A vector-valued function is a mathematical entity where each input value results in a vector output rather than a scalar. It is typically represented in the form \( \mathbf{r}(t) = \langle x(t), y(t) \rangle \), where \( t \) is the parameter that varies over a certain interval. The function describes a curve or a path in a multi-dimensional space.

- In this exercise, the vector-valued function is \( \mathbf{r}(t) = \left\langle t, \frac{1}{t} \right\rangle \). This means that for every value of \( t \), the position on the curve is given by the point \( (t, \frac{1}{t}) \).

- As \( t \) changes, the function traces out a path in the coordinate plane, typically used to describe motion or a trajectory. Understanding vector-valued functions is crucial for solving problems in calculus related to motion, force fields, and other vector-related scenarios.
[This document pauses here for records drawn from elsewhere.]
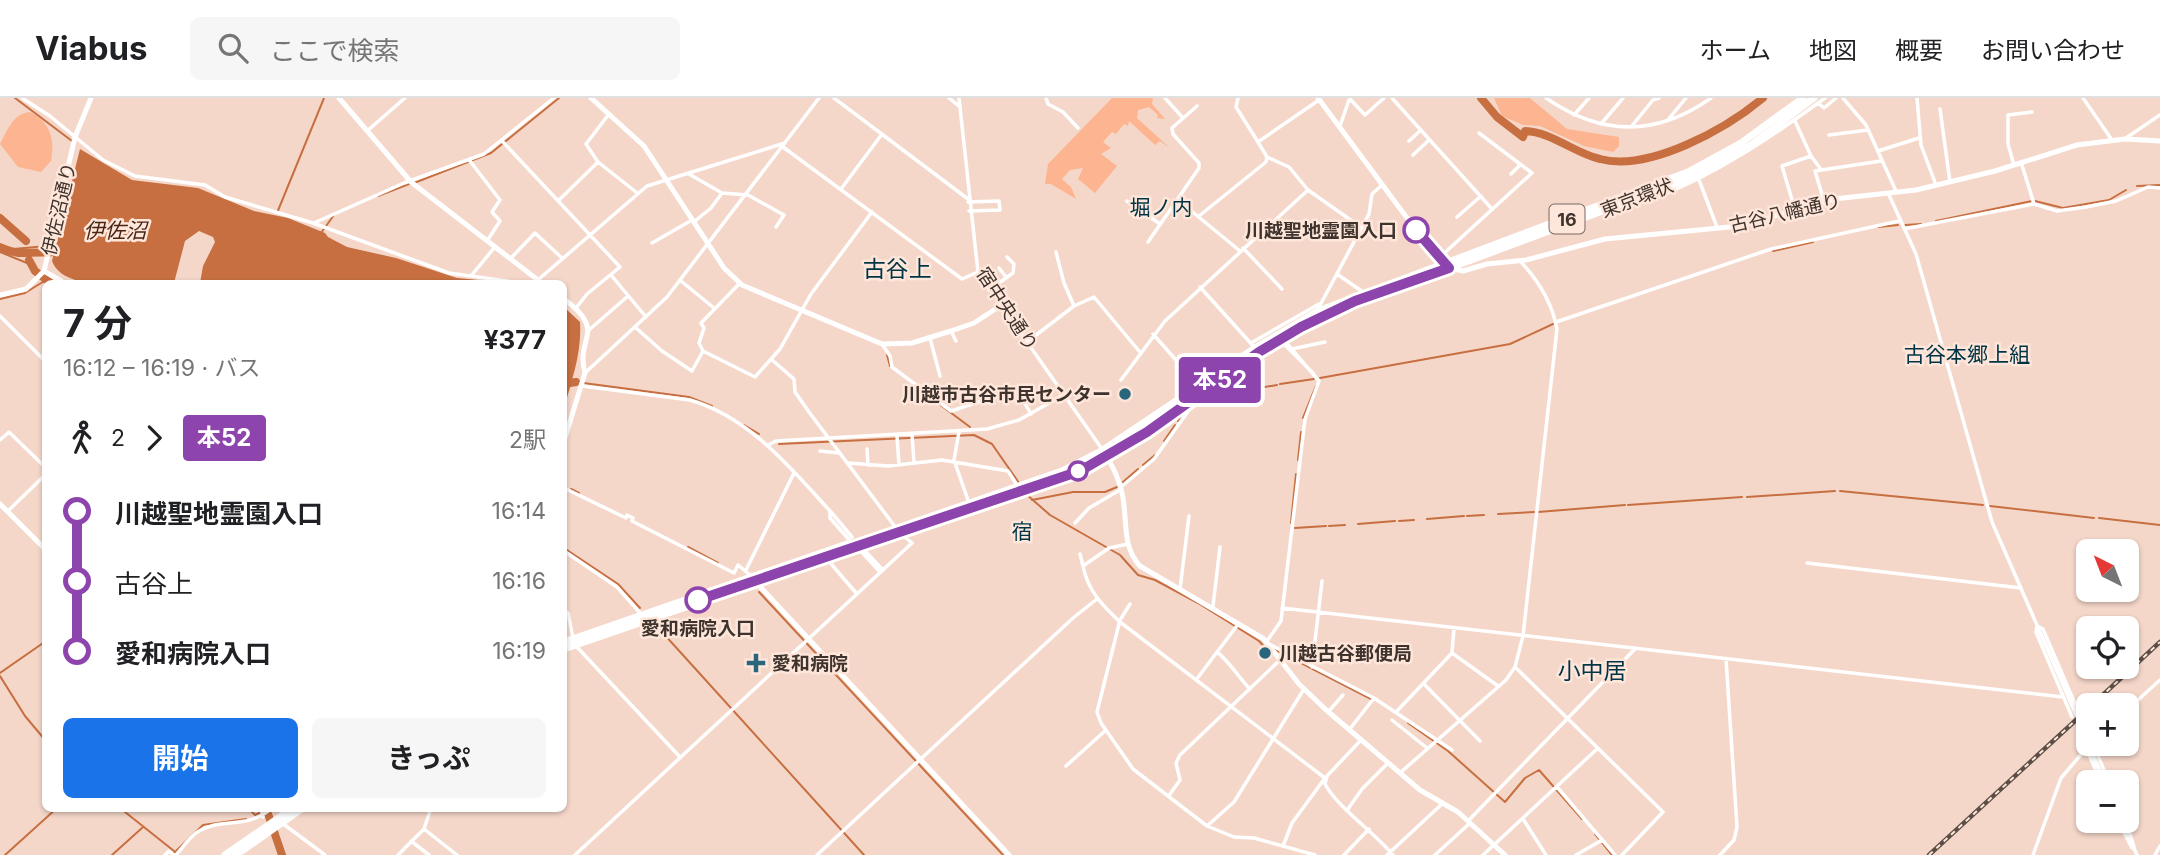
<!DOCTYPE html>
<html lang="ja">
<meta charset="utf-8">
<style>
body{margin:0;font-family:Inter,"Noto Sans JP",sans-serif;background:#f6f6f6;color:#202124;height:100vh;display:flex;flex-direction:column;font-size:26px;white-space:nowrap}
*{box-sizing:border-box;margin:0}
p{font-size:23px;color:#757577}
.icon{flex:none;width:38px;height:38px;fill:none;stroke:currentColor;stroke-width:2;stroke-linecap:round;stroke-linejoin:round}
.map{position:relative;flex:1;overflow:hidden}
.panel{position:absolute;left:42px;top:182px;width:525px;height:532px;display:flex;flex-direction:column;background:#fff;border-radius:10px;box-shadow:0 2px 5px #0004}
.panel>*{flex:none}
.badge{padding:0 14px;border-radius:5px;font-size:24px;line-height:46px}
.needle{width:46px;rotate:318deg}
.fabs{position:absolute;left:2076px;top:441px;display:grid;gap:14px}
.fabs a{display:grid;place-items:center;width:63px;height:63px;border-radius:10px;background:#fff;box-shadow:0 2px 5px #0004;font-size:35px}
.map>.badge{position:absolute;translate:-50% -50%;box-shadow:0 0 0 4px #fff}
.legs{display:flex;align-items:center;gap:10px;height:77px;padding:0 21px;font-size:23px}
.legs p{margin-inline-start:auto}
.overview{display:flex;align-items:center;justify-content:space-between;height:119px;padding:0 21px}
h1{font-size:38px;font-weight:700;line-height:52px}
.action{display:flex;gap:14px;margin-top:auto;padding:14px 21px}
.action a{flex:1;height:80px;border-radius:10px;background:#1a73e8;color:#fff;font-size:28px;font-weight:700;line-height:80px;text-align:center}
.action a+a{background:#f6f6f6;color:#202124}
ul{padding:0 21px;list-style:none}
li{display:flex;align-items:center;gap:24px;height:70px;font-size:26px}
li i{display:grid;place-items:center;width:10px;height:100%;margin:0 9px;background:currentColor}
li i::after{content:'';width:18px;height:18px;margin:-9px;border:5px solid;border-radius:50%;background:#fff}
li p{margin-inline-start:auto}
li:first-child i{background:linear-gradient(#0000 50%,currentColor 0)}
li:last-child i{background:linear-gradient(currentColor 50%,#0000 0)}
header{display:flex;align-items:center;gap:42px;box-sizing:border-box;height:98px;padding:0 35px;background:#fff;border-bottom:2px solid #e0e0e0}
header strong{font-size:33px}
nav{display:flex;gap:38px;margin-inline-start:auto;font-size:24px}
.search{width:490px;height:63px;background:#f6f6f6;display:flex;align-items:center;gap:18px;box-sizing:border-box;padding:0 24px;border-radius:10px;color:#757577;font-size:26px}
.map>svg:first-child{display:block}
</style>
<header>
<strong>Viabus</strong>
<div class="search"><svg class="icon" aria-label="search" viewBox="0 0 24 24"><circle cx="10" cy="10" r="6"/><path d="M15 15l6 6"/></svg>ここで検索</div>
<nav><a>ホーム</a><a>地図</a><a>概要</a><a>お問い合わせ</a></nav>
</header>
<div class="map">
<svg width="2160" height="757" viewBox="0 0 2160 757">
<rect width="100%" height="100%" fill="#f5d7c9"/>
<path fill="#fdb490" d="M1112,0H1153L1152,6L1165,21L1157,20L1158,17L1149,9L1138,12L1137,20L1171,51L1160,43L1155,47L1129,23L1128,28L1124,26L1116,36L1112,34L1103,44L1111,50L1101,56L1117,68L1095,95L1078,81L1083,70L1070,72L1062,81L1071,89L1076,101L1051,86H1045L1048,66Z
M1494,0H1530L1567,31L1619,39V48L1613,54L1584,48L1540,28L1523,27L1502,18Z
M30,14C51,25 55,41 51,63L41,74L18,69L0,46C7,33 13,15 30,14Z"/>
<path fill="#c76f40" d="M80,51L132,82L198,90L254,113L288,120L325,135L328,139L347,149L396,160L457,180L510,185H200L203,168L215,144L213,139L199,133L185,143L174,185C143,185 64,197 52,163Z
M564,209L580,224C582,254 572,282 564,310Z"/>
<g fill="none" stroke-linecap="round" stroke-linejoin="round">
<path stroke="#c76f40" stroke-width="2" d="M15,0L72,43
M414,85L491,55L559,0
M2137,88L2160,87
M378,98L409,86
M2035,103L2063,110L2109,102L2126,92
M277,115L324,0
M1936,123L2032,103
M1905,127L1921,126
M1878,129L1898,127
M321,135L334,117
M0,146L13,151L47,148
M1773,153L1813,144
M0,154L27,165L35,173
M0,201L25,195L46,182
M887,257L890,268
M1320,280L1510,246L1553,226
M576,284L689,299L712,308
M1280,286L1314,281
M919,291L970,329
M1205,299L1277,287
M1303,320L1316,288
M1178,323L1184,314
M744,327L759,336
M1164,343L1175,327
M779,346L974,337L992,346L1019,385
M1298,362L1301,334
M1143,367L1155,357
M1123,384L1138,371
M571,391L579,395
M1840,393L1983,407
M1026,396L1050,417L1120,457L1138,477L1155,482L1198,505L1259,543L1268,553L1274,551L1371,601
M1747,399L1835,393
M1032,402L1073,394H1105L1117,389
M1628,407L1742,399
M1990,408L2094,420
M1538,414L1625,407
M1498,416L1534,414
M1467,418L1484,417
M2099,420L2160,427
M1427,421L1464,418
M1399,423L1414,422
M1291,425L1296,376
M1358,426L1395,423
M1329,428L1345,427
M1295,430L1326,428
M688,449L718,465
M564,450L618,486L640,510
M759,494L1003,757
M653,524L864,757
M0,575L46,543
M0,578L25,618L46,643
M1408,625L1448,653L1505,704L1525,680L1539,672L1582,721
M120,710L174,753
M248,710L255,717L266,712
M1595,736L1612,757
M173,756L203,727L246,721
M5,757L57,710
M112,757L142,730"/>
<path stroke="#c76f40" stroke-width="8" d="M1481,0L1497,19L1523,39L1525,33C1552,34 1574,55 1600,61C1649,74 1726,31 1763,0
M0,120L26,143
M0,151L19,155L63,154
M29,162L35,173L52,186
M564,286L576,284
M266,710L282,757"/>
<path stroke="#fff" stroke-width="3.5" d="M22,0L50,18L103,62L135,78L205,87L225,99L313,125L449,175L527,186
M834,0L968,101
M949,0L960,9
M959,0L978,174L1102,351
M1046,0L1048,6L1063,14L1078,30
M1165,0L1183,20
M1238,0L1236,9L1258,44
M1392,0L1492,111
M1546,0C1601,38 1656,39 1711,0
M1843,0L1866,27L1896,93
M1917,0L1921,47L1936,87
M2083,0L2112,42
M1350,1L1365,17L1384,0
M1818,5L1824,10L1836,0
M1940,11L1950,84
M609,16L586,46L598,64L636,94
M1574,17L1589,0
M1667,23L1686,0
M1795,23L1811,58L1820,70
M1601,26L1623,0
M1340,28L1349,2
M1631,29L1653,2L1659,0
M367,33L405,0
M1829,37L1868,32
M2126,40L2160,17
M502,43L620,169L587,196L576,210
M1409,43L1421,32
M783,49L962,181L978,174
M1878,53L1919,40
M1413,57L1429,42
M1267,59L1289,69L1308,92L1362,130
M470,63L500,102L492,114L500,123L487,143
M2021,64L2034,106
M2014,67L2008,46V17L2032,14
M689,76L722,95L748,97L784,117L776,129
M1511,76L1519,68
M1699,82L1717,129
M841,91L882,36
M1889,97L1916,156L1992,424L2088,644
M1647,98L1653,101C1717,76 1770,40 1825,0
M1178,102L1240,153
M558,103L598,64
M1127,103L1160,126
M1824,103L1815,73L1881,63
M968,104L999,103L1000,112L969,113
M1795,112L1782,68L1811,58
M1199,118L1266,64L1267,59L1258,44L1319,2
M1457,119L1481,98
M695,123L711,110L722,95
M314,125L404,85L484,56L554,0
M1904,131L2034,106L2057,113L2086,109L2116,103L2148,89L2160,90
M1148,144L1199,70V65L1173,36L1172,30L1197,8
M652,145L692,122
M1243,150L1282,191
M1056,154L1064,185L1074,208
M1440,159L1532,75L1479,35
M511,160L535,135L562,160
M999,170L1006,179
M1337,176L1363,194
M611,177L646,219
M471,178L494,150
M539,181L647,88L785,45
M681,183L714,210
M739,186L701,225L704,230L699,245L703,253L755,279L780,251L811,196L872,114
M1200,189L1255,250
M989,192L1013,175L1014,166L1007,159
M1318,211L1369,116L1372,96L1382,87
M0,218L46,264
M1556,224L1771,151L1899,123
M635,229L662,253L692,273L703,253
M589,232L628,198
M951,233L956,243
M1153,236L1198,287
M930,240L940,278
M1027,244L1074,208L1094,199L1139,253
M1251,245L1319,206
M1283,245L1313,275
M882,246L890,258L892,269L951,313L1015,292L1018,293L1031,316
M1292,251L1325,244
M771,261L794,281L795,294L809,314L896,430
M585,275L667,199L819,0
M1121,282L1165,223L1308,92
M582,288L690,302C749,319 790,369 830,413V420L852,445
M959,334L954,362L969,405
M912,336L914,365
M897,338L899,367
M0,342L9,334L46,370
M768,347L776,343L987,331L1019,322L1065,296
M867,351L868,367
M820,353L839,355
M848,365L888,368L942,362L1008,373L1017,387
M1121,389L1154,361L1189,312L1197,306L1194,302
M564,390L626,420L627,417L633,420L632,423L734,475L738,467L750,477
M8,413L46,376
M831,414L852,439
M1075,425L1089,410L1120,392
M1128,446L1109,450L1083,468C1088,493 1102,507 1120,524L1325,680L1292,725L1283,748
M858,450L880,474
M864,452L883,472
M564,453L617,489L641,516
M1080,456L1083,468
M826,460L857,496
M1807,465L2021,490
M746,472L794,375
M1180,491L1189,418
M1130,506L1120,522L1097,614L1101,625L1133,671L1207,728L1234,739L1254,740L1315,757
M1213,508L1220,449
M1282,510L2063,599
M564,512L568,515L573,540
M1454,530L1452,555L1498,588
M1267,543L1281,523L1305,321L1319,283L1283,241
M1269,546L1374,600
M576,548L680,659
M1217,554C1230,564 1238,579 1250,591
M1312,569L1322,483
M1515,569L1663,714L1622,757
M1196,582L1239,525
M1424,586L1480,643
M1397,613L1452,555
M2126,613L2160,582
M1328,614L1343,597
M2072,619L2036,534L2037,528L2043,531L2078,613
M1392,622L1427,650
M1349,632L1374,600L1452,652
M1361,642L1327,678L1325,686C1337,709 1374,734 1393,757
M2093,646L2109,684
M2089,648L2105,684
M2086,650L2101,684
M1066,668L1106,632
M1401,674L1506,582L1515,569L1523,538L1557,231C1552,204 1539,183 1520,163
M1557,689L1615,757
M1170,696L1180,682L1176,665L1180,657L1281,561
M261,710L263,719
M1348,711L1362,691L1388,665
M1523,721L1546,757
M1468,723L1635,551
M2118,723L2132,750
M2122,723L2137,757
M2126,723L2134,749
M282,725L325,757
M1207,728L1234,704L1304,591
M424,731L457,757
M411,743L429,757
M165,757L169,753L174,757
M176,757C183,749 190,738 199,733C223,719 247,732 272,710
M398,757L424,731L431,710
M575,757L912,445L901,436
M817,757L1073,520L1097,501
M1344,757L1369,731
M1387,757L1442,706
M1435,757L1470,725
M1483,757L1597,651
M1576,757L1602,742
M1720,757L1734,742L1737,729L1726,561
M2033,757L2061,680L2090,646
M2155,757L2160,748"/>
<path stroke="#fff" stroke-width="5" d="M339,0L411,84L543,186
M591,0L644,48L724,170L742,187L882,246L912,245L951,233L974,225L1000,208
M1318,0L1404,116L1440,159L1449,170L1463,173L1487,166L1526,162L1605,141L1740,128L1834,101L1916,92L1995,73L2077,47L2125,41L2160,43
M44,173L66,186
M0,197L26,191L44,173L75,39L91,0
M564,201C608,234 575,239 585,275L564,343
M1105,355C1112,368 1119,380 1122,395C1128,420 1121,448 1140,468L1264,541L1299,586L1325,611L1420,692L1458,714L1505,757
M0,406L46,452
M754,482L1009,757"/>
<path stroke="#fff" stroke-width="7" d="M912,425L1062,373L1103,352L1255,250L1318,213L1688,74L1741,45L1803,0
M564,544L847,446
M564,551L1080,373L1147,334L1259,254L1321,218L1691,80L1751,47L1814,0
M225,757L293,710
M236,757L303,710"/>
<g stroke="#5d4e46" stroke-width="4.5">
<path id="rail" d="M2092,607L2160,544
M1929,757L2088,611"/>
</g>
<use href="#rail" stroke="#fee6da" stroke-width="2" stroke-dasharray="5" stroke-linecap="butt"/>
</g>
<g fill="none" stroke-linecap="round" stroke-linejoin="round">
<g stroke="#fff" stroke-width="16">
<path id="line-1" d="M698,502L1080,373L1147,334L1259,254L1301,229L1355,203L1449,170L1416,132"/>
</g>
<use href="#line-1" stroke="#8e44ad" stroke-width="10"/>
</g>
<g fill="#fff" stroke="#8e44ad" stroke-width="3.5">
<circle cx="1416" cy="132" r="12"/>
<circle cx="1078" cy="373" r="9"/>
<circle cx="698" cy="502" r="12"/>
</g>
<g fill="#29657c" stroke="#fee6da" stroke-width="2.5">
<circle cx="1125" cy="296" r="7"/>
<circle cx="1265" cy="555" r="7"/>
<path d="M752.5 554.5h7v7h7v7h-7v7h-7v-7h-7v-7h7z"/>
</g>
<g text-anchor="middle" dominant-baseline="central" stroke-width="5" stroke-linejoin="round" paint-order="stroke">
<rect fill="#fee6da" stroke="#786961" stroke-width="2" x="1549.5" y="106.5" width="35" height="29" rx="5"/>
<g font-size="18" font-weight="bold" fill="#3f332d">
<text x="1567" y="121">16</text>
</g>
<g font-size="19" fill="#3f332d" stroke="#fee6da">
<text transform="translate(1637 100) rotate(-21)">東京環状</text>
<text transform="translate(59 111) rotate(-77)">伊佐沼通り</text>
<text transform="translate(1785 115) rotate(-13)">古谷八幡通り</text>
<text transform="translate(1007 211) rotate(57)">宿中央通り</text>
</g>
<g font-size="19" font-weight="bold" fill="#3f332d" stroke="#fee6da" text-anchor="end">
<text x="1397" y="132">川越聖地霊園入口</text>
<text x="698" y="530" text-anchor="middle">愛和病院入口</text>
</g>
<g font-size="19" font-weight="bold" fill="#3f332d" stroke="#fee6da" text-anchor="start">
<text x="1111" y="296" text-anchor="end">川越市古谷市民センター</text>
<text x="1279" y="555">川越古谷郵便局</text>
<text x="772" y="565">愛和病院</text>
</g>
<g font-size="21" fill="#003445" stroke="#fee6da">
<text x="1161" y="109">堀ノ内</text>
<text x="1967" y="256">古谷本郷上組</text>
<text x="1022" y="433">宿</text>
</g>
<g font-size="21" font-style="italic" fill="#492512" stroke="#fee6da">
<text x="115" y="132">伊佐沼</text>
</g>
<g font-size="23" fill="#003445" stroke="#fee6da">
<text x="897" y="171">古谷上</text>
<text x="1592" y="573">小中居</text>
</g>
</g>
</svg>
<div class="fabs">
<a><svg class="needle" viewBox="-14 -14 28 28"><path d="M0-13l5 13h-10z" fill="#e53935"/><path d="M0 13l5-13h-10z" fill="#757577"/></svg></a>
<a><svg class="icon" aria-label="locate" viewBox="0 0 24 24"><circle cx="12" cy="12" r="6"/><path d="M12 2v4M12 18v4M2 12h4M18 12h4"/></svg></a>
<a>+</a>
<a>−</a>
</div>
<b class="badge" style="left:1220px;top:282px;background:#8e44ad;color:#fff">本52</b>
<section class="panel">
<div class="overview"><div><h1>7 分</h1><p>16:12 – 16:19 · バス</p></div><b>¥377</b></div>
<div class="legs"><svg class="icon" aria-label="walk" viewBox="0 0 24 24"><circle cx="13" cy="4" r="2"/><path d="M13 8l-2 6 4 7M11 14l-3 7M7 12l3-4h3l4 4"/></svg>2<svg class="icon" aria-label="forward" viewBox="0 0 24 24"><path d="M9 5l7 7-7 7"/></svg><b class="badge" style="background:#8e44ad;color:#fff">本52</b><p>2駅</p></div>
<ul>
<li><i style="color:#8e44ad"></i><b>川越聖地霊園入口</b><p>16:14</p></li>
<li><i style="color:#8e44ad"></i><span>古谷上</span><p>16:16</p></li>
<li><i style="color:#8e44ad"></i><b>愛和病院入口</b><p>16:19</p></li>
</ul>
<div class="action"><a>開始</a><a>きっぷ</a></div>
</section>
</div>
Differentiation is the process of finding the derivative of a function, which shows how the function changes as its input changes. In the context of vector-valued functions, differentiation is performed on each component separately.

- For instance, considering \( \mathbf{r}(t) = \left\langle t, \frac{1}{t} \right\rangle \), the derivative \( \mathbf{r}'(t) \) is found by differentiating each component individually:

• The derivative of \( t \) with respect to \( t \) is 1.
• The derivative of \( \frac{1}{t} \) is \( -\frac{1}{t^2} \), using the power rule.

- Therefore, the derivative of the entire vector function is \( \mathbf{r}'(t) = \left\langle 1, -\frac{1}{t^2} \right\rangle \).

This derivative gives the tangent vector, which indicates the direction of the path at any point \( t \). Differentiation is key to understanding rates of change and motion in vector calculus.

The magnitude of a vector is a measure of its 'length' in a spatial sense. For a two-dimensional vector \( \mathbf{v} = \langle a, b \rangle \), its magnitude is calculated using the formula: \( ||\mathbf{v}|| = \sqrt{a^2 + b^2} \).

- In our example, we need the magnitude of the derivative \( \mathbf{r}'(t) = \left\langle 1, -\frac{1}{t^2} \right\rangle \). This is computed as: \[||\mathbf{r}'(t)|| = \sqrt{1^2 + \left(-\frac{1}{t^2}\right)^2} = \sqrt{1 + \frac{1}{t^4}}\]- The magnitude is crucial because it normalizes the tangent vector to create a unit tangent vector, which has a magnitude of 1.

Understanding how to measure the magnitude of a vector helps in determining not only distances and lengths but also in normalizing vectors for various applications in physics and engineering.